Part 1 of this post can be found here…
So, what do we need to know?
All the items above add to the complexity of predicting which services may start to crash or underperform under normal operation or after a minor system change or upgrade – the only way to know where a problem is or if a problem is developing is to know the following pieces of information about every service in your part of the architecture (assuming a federated management architecture approach has been adopted). A more advanced approach is to model these pieces of information against a service chain or higher level business process, built from correlating the lower level service performance into a manageable higher level abstraction.
- Is the service up or down?
- How is the service performing against the Service Level Agreements (SLAs) between itself and its customers? This includes response time, messages per minute etc. This also implies that the service customers have set up SLAs in the first place.

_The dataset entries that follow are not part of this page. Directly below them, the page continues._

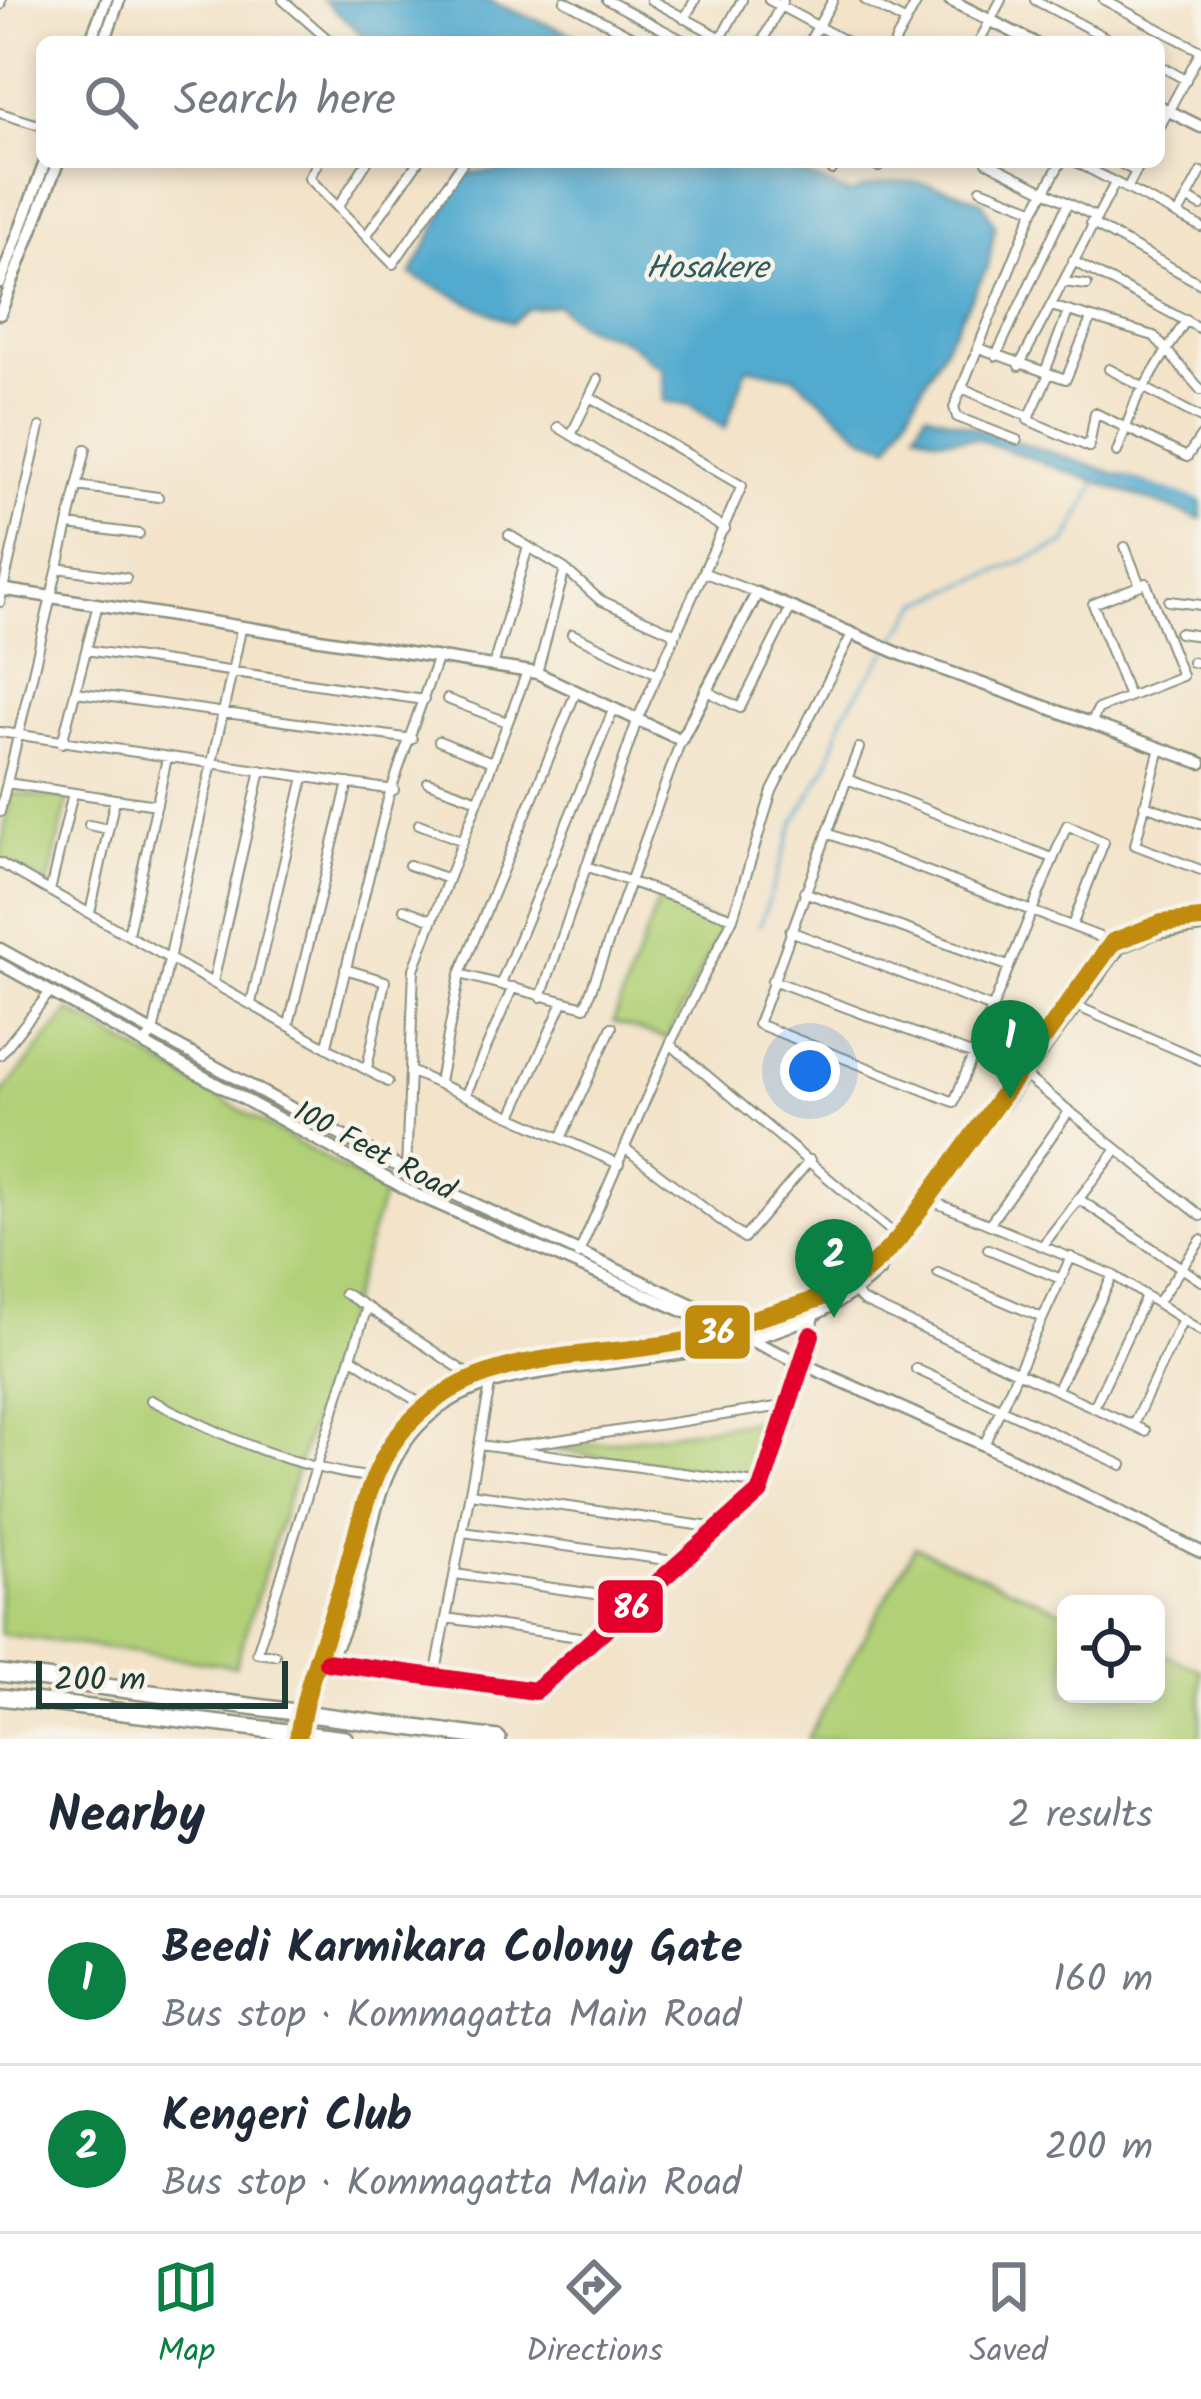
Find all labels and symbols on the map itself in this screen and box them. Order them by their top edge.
water label: Hosakere [646,243,771,296]
pin: 1 [971,1000,1049,1099]
your location [780,1041,840,1101]
street label: 100 Feet Road [284,1089,465,1215]
pin: 2 [795,1219,873,1318]
line badge: 36 [683,1303,752,1361]
text: 36 [698,1308,735,1361]
line badge: 86 [596,1578,665,1635]
text: 86 [612,1583,650,1636]
scale bar [36,1655,288,1708]

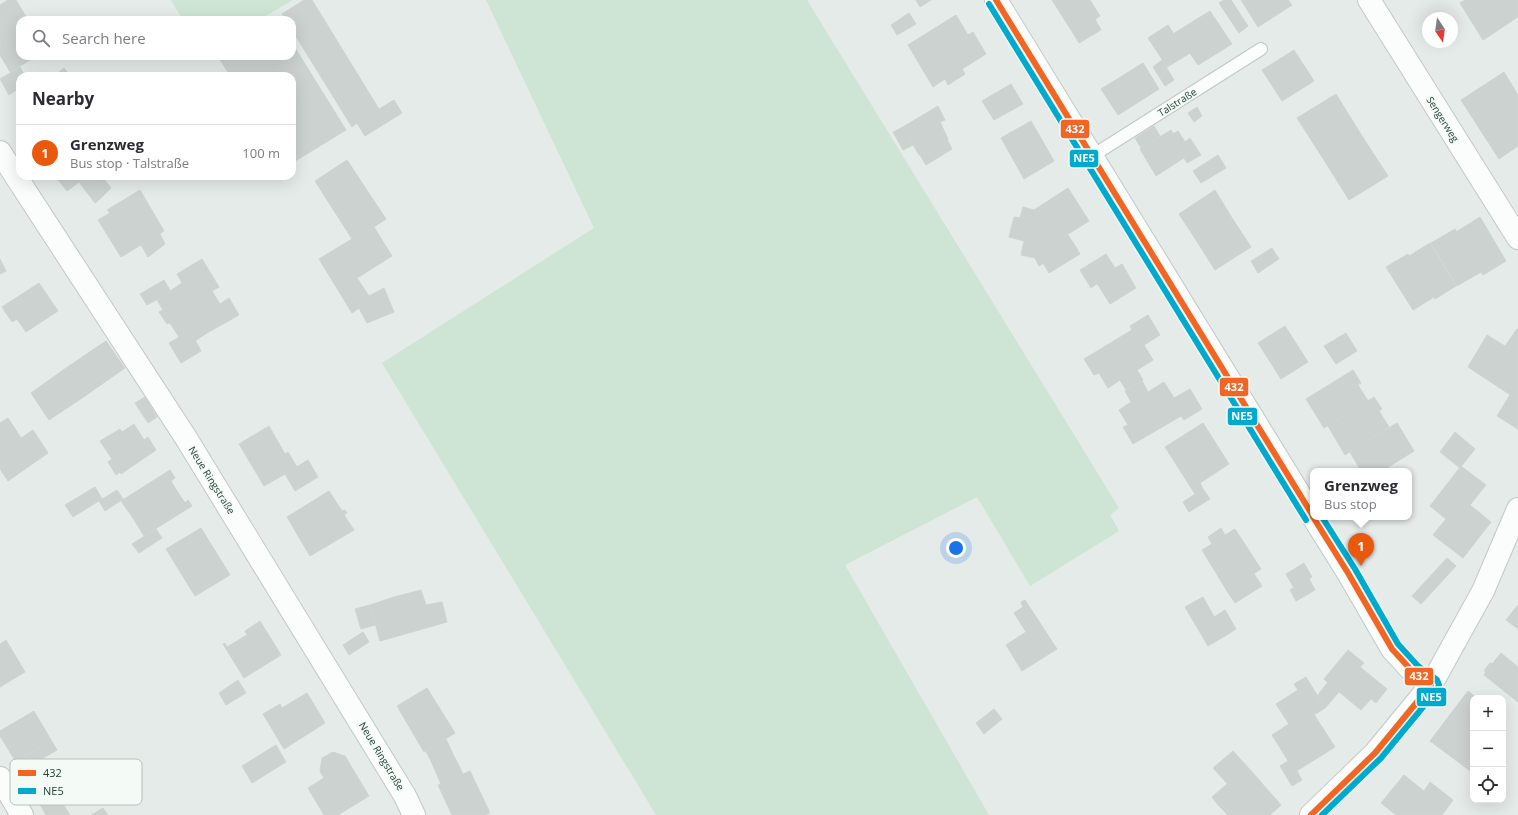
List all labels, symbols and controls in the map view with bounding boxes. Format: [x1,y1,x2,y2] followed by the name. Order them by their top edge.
[1422,12,1458,48] north arrow
[16,16,296,60] search box
[30,27,52,49] icon: search
[62,28,146,48] text: Search here
[1155,84,1199,119] street label: Talstraße
[32,87,94,110] text: Nearby
[1424,94,1463,145] street label: Sengerweg
[1060,119,1090,139] line badge: 432
[1066,121,1084,136] text: 432
[70,134,144,154] text: Grenzweg
[41,144,49,162] text: 1
[242,144,280,162] text: 100 m
[1069,149,1099,168] line badge: NE5
[1073,150,1095,165] text: NE5
[70,154,189,172] text: Bus stop · Talstraße
[1219,377,1249,397] line badge: 432
[1225,379,1243,394] text: 432
[1227,407,1258,426] line badge: NE5
[1231,408,1253,423] text: NE5
[186,443,239,517] street label: Neue Ringstraße
[1310,468,1412,520] popup
[1324,475,1398,495] text: Grenzweg
[1324,495,1377,513] text: Bus stop
[1348,533,1374,566] pin: 1
[946,538,966,558] your location
[1404,667,1434,686] line badge: 432
[1410,668,1428,683] text: 432
[1416,687,1447,707] line badge: NE5
[1420,689,1442,704] text: NE5
[1470,695,1506,803] map controls
[1470,695,1506,731] button: +
[356,719,408,793] street label: Neue Ringstraße
[1470,731,1506,767] button: −
[10,759,142,805] legend
[43,765,62,780] text: 432
[1470,767,1506,803] button: locate
[43,783,64,798] text: NE5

- Is the service throwing any exceptions or other errors?
- Cache hit or miss?
Even if the service is up, SLAs may be being broken while the service is throwing multiple exceptions – the user or customer system will only notice a slow service or consequent poor performance as the service is restarted by the host system. For example, a service may be experiencing a regular stack overflow and resulting memory corruption error, causing the web server process to crash – this will only manifest itself in system log entries or in thrown exceptions to /dev/null or console – from the user’s point of view, the service is slow and not fit for purpose even though it occasionally works.
So, what needs to be in place?
In summary, even though this post has posed a number of questions and not really answered them all, the case for managed services is clear. In order to detect, diagnose and fix a service problem, the system administrator needs to know how the system is performing – in a services based architecture this is achieved through the collection and communication of the required metrics to a system management toolset (or at least their collection into something that can be accessed by a system management toolset).
One way to approach this is through the adding of transparent proxies or embedded plugins to every service, indeed this is the model adopted by the leading vendors in this particular marketplace. In order to support this kind of implementation, the following system design aspects should be considered before embarking on a loosely coupled service based infrastructure project:
- A system management and monitoring toolset is required to monitor the status of the services, SLA and policy management and to support system and failure diagnostics (among other things).
- Every service has to have a transparent proxy or logical equivalent to allow failover and to support greater scalability.
- Every service has to have metrics collected against it, preferably with correlation against a Service Level Agreement (SLA) with identified customers.
While these design ideas don’t solve the whole problem, they do offer a first step up from an ad-hoc un-managed service capability to a basic level of management, a fighting chance.